¹Corning Science Center, Corning SNG, St.Petersburg (Russia)

²Modeling and Simulation Department, Corning Inc., Corning,

NY (USA)

*lukanindp@corning.com

Introduction

During the past decade, there has been much interest in CO2 capture and sequestration technologies due to emerging need for green-house gas mitigation. Adsorption of CO2 from gas mixtures by solid adsorbents gives one possible solution to the problem. Most widely used solid adsorbent reactors are conventionally based on packed beds loaded with various types of zeolite, activated carbon, or polymer adsorbent materials [1]. A number of adsorption-regeneration strategies are used in industry, such as the Pressure Swing Adsorption (PSA), Vacuum Swing Adsorption (VSA), Temperature Swing Adsorption (TSA), carrier gas purge, and their combinations [3].

In this work, we present a comprehensive bed-scale numerical tool allowing for the simulation of packed-bed adsorption reactor operation. The model is developed on the basis of FLUENT^® commercial fluid dynamics solver and involves computation of non-isothermal gas mixture flow through a packed bed, accompanied with the mechanism of CO2 extraction from feed mixture and its accumulation in the solid phase. We have also incorporated a thermal effect of adsorption in the model and developed an algorithm for separate computation of fluid- and solid-phase heat transfer, which was not readily available in the software. Various adsorbent regeneration (desorption) regimes can also be modeled with the developed tool.
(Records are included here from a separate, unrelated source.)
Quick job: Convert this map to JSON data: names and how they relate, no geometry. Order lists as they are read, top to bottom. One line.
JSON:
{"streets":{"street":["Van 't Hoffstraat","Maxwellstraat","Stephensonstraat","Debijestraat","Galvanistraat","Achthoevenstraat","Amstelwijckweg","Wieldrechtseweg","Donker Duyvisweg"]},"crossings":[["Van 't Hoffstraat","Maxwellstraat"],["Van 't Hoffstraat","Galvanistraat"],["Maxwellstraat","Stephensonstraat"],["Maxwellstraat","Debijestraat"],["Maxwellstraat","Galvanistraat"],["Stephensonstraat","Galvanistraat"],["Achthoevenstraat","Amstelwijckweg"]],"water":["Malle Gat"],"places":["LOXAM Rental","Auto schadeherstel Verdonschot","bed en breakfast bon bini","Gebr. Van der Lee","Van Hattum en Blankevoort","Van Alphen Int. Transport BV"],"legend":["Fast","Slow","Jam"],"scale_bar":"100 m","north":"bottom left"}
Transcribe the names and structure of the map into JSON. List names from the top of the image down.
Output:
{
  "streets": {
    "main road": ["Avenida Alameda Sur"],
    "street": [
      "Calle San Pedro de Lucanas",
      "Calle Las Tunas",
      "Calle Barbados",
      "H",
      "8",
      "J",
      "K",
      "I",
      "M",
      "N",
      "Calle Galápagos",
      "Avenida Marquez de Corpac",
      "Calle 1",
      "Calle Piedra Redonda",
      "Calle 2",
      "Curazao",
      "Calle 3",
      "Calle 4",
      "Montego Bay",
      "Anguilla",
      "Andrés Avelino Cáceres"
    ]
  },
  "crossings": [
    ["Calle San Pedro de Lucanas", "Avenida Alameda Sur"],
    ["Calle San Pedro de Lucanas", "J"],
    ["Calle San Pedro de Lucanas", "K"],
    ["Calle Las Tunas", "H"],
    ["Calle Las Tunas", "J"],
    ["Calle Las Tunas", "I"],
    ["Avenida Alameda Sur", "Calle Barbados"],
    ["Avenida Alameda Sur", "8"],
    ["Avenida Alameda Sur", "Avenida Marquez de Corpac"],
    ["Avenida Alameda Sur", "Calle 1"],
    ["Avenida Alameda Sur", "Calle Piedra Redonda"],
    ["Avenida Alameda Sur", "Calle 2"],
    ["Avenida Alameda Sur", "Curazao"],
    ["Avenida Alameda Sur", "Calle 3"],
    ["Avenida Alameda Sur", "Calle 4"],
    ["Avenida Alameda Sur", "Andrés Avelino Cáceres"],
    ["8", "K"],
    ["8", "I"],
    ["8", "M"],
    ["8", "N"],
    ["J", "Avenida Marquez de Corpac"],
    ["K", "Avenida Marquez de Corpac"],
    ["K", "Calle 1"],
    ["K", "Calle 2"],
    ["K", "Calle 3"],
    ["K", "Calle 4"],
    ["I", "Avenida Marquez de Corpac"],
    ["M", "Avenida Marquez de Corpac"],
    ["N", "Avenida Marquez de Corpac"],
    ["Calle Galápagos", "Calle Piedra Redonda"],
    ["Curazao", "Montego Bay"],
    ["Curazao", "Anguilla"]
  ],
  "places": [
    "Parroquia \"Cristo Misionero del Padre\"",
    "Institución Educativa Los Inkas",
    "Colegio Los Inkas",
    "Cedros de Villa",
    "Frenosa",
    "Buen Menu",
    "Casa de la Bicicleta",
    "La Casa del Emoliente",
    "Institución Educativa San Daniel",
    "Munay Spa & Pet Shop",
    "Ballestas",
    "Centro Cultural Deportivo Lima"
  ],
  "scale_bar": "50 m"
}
For the verification of the model, we use experimental data on VSA CO2 adsorption cycle in 13X Zeolite-based packed beds borrowed from the papers by Xiao et al (2008) [2] and Zhang et al (2008) [3].

Model description

The model is based on numerical solution of Navier-Stokes equations describing mixture gas flow dynamics in the porous medium that represents the packed bed. The set of equations is accompanied with a transport equation for CO2 mass fraction. A separate CO2 accumulation equation in the solid phase is incorporated in the model.

Non-isothermal nature of flow in the packed bed is modeled with two separate energy equations for solid and gas phases. We account for the heat released during adsorption by incorporating the respective heat source term depending on the amount of adsorbed CO2 in the solid phase energy equaiton.

Results and Discussion

Verification of the model has been done using experimental data on CO2 adsorption taken from the paper [3] by Zhang et al. This reference contains time-evolution curves of outlet CO2 concentration for two adsorption experiments at different inlet flow rates: Q=115LPM and Q=66LPM. We used the first experiment to adjust unknown free parameters of the model. With these adjusted parameters we ran the simulation for the low flow rate and obtained pretty reasonable agreement between computed and experimental results.

References

1. Wei Liu et. al JOM Vol. 61 No. 4 36-44 (2009)

2. Penny Xiao et. al Adsorption 14 575–582 (2008)

3. Jun Zhang, Paul A. Webley, Penny Xiao, Energy Conversion and Management 49 346–356 (2008)